CHICAGO (AP) — A former Illinois state representative who supports tougher gun control measures including a ban on assault weapons easily captured Tuesday's special election to replace former U.S. Rep. Jesse Jackson Jr.
The win for Democrat Robin Kelly was widely expected as the Chicago-area district, which Jackson represented from 1995 until late last year, has been a Democratic stronghold for roughly six decades. Kelly emerged from a crowded field in the February primary by focusing heavily on anti-gun efforts and was helped by $2 million in ads from New York Mayor Michael Bloomberg's super political action committee.
Kelly, 56, vowed to become a leader in the federal fight for gun control legislation and echoed the promise after her win. The election comes as Chicago as seen an uptick in murders.
"I'll continue to speak about it in the district. I'll continue to be in touch with those who have lost their children. I'll speak out where I can in D.C.," she told The Associated Press before her victory speech in Matteson.

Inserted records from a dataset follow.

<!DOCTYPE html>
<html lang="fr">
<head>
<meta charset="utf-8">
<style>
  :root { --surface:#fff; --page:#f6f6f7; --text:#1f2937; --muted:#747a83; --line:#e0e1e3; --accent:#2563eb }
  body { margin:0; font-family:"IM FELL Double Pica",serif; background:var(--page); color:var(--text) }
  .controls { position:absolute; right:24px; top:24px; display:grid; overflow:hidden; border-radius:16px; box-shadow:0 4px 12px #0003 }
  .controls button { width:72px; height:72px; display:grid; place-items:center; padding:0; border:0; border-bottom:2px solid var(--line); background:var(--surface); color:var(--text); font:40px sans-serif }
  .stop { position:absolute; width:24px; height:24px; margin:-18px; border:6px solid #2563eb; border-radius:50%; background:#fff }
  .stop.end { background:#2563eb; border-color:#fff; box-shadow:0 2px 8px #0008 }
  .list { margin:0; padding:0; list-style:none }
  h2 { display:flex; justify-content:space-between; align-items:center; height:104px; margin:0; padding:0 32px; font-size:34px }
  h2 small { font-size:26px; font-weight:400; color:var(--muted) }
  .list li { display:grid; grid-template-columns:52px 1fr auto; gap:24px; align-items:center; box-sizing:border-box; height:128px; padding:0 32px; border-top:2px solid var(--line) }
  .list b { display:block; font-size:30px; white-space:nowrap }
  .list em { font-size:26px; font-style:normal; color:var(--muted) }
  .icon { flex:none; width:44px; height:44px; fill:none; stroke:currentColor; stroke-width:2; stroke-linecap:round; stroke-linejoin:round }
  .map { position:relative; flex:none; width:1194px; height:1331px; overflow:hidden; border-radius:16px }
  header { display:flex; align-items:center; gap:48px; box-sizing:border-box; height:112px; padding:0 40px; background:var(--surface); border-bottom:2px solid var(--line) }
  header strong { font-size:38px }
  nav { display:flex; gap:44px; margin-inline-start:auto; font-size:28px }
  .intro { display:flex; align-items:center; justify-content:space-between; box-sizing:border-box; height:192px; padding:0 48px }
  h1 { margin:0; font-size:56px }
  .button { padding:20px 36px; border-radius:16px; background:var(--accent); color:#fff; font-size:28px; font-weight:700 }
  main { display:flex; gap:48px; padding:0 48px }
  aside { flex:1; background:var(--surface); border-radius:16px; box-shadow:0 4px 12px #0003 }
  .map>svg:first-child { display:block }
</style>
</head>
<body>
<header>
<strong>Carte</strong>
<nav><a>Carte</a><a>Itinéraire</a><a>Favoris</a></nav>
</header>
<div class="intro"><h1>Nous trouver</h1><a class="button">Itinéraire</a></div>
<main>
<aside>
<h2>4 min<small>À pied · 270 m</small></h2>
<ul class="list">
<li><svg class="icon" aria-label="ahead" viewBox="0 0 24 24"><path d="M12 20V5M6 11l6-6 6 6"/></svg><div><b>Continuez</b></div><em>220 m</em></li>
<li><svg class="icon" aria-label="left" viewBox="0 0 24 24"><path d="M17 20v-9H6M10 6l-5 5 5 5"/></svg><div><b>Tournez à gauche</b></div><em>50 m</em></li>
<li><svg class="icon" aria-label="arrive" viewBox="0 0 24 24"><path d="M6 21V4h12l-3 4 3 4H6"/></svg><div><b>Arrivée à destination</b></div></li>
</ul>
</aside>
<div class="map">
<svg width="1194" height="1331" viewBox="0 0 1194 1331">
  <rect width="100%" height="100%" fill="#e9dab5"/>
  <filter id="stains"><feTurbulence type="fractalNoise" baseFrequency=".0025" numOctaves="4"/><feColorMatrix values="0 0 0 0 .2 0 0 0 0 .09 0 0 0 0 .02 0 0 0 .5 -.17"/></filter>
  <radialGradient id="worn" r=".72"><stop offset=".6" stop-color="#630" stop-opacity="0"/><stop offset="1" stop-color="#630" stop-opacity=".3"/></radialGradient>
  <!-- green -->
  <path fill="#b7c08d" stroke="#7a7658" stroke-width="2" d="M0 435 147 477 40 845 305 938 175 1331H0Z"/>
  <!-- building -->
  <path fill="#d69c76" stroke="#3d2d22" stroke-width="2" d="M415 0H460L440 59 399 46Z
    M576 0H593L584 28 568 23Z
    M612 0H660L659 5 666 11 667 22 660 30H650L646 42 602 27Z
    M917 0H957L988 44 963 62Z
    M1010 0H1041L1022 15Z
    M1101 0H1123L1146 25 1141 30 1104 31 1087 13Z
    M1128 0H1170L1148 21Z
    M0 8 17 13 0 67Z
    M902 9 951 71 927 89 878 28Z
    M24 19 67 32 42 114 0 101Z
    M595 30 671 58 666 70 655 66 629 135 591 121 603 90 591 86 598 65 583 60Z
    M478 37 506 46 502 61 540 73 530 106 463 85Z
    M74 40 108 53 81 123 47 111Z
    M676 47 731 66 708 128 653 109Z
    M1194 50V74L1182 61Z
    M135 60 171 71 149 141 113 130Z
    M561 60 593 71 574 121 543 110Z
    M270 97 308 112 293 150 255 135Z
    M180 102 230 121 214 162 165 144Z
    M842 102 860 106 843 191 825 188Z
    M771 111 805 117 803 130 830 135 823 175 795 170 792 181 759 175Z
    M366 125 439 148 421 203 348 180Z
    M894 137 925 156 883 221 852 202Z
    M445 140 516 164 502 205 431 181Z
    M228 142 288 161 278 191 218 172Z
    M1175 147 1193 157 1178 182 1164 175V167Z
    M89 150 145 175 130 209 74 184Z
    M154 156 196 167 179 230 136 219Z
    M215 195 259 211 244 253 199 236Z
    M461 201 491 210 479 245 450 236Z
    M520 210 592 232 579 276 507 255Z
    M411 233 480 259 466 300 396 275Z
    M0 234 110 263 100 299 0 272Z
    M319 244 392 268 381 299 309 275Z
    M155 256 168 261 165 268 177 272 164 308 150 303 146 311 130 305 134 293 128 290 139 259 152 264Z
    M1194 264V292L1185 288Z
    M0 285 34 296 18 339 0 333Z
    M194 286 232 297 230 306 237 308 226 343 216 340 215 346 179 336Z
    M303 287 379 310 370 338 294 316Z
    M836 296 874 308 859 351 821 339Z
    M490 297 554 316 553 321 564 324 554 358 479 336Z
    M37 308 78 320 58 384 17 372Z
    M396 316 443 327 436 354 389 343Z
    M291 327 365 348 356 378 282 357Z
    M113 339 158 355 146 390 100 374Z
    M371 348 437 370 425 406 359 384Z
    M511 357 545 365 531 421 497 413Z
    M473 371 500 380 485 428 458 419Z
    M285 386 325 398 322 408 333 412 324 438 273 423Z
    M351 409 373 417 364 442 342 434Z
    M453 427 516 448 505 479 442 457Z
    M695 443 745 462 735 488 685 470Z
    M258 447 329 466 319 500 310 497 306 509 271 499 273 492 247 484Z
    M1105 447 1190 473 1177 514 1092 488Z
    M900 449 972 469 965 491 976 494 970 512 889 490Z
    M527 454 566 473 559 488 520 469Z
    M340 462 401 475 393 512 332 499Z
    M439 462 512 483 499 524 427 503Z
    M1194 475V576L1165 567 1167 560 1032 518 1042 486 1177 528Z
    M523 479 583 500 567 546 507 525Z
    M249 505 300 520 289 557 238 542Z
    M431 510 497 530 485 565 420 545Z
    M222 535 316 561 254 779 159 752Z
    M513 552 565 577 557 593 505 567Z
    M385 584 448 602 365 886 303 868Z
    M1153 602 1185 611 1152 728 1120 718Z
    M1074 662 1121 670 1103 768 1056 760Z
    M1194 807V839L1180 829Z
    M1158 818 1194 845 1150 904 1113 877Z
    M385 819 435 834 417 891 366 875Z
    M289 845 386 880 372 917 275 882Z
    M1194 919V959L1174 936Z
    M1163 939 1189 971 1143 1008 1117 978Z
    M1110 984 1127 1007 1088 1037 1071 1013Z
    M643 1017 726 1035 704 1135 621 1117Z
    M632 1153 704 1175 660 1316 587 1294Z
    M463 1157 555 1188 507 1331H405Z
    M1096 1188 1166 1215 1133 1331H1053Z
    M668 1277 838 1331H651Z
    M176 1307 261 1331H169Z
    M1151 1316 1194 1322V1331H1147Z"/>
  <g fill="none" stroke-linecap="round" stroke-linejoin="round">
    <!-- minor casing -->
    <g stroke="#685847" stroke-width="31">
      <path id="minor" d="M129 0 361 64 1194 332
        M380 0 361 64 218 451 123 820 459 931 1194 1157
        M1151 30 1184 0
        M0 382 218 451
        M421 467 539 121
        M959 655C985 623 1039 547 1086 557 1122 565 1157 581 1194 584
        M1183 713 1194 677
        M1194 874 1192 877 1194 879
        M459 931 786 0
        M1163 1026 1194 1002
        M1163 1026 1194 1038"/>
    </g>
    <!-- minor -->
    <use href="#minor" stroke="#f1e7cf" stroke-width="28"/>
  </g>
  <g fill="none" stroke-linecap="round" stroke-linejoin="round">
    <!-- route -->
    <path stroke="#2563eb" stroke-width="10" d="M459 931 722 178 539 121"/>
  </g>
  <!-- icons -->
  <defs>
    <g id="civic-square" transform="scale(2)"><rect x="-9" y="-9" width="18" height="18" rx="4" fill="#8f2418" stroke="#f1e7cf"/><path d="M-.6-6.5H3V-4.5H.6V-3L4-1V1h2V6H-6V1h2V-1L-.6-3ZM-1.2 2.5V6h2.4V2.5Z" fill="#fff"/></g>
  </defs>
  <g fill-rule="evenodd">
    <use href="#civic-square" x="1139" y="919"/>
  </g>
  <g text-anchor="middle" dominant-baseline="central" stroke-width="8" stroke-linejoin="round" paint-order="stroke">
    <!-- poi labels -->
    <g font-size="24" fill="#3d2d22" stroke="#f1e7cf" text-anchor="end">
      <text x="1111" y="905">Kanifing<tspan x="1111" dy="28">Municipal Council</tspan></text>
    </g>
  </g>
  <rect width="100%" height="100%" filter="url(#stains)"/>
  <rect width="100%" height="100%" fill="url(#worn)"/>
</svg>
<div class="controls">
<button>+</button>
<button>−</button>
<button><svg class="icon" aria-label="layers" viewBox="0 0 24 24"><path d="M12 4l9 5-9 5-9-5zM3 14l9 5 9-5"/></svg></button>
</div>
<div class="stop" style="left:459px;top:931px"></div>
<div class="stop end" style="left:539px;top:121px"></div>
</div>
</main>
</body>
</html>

She easily won over Republican community activist Paul McKinley, three independent candidates and a Green Party candidate in the district that includes city neighborhoods, suburbs and rural areas.
Her win also marked the end of an era for voters who had supported Jackson at the polls with healthy majorities each election after he took office. The Chicago Democrat — the son of the Rev. Jesse Jackson, a prominent civil rights leader — stepped down in November after a mysterious medical leave where full details were never disclosed to the public. He cited his health and acknowledged he was under federal investigation in his resignation letter.
Months later — as campaigning to replace him ramped up — he pleaded guilty to charges that he misspent $750,000 in campaign funds on everything from toilet paper to furs.
Jackson was the third congressman in the district to leave under an ethical cloud, and many voters said Tuesday that they were just ready for a change.
"It hurt my heart. I had him way up here on a pedestal," said Robert Pierson, a Dolton resident who cast a ballot for Kelly on Tuesday. "I hope this time we are going to get it right."
Other voters said it was Kelly's attention to anti-gun efforts that made her an attractive candidate. Guns became the top issue during the campaign — particularly before the primary — and ads from Bloomberg's PAC played up that Kelly supports an assault weapons ban. The television spots also targeted one of her primary opponents, former one-term U.S. Rep. Debbie Halvorson, who has received favorable ratings from the National Rifle Association, an influential pro-gun rights lobbying group.
After her primary win, Kelly received praise from Bloomberg and Vice President Joe Biden, and she recently received an endorsement from President Barack Obama, who noted her anti-gun efforts.
Jackson, who has stayed out of the public eye since his medical leave last summer, appeared in federal court in February, where his wife Sandi Jackson also pleaded guilty. He faces up to 57 months — more than four years — in prison and a fine, under a plea deal with prosecutors.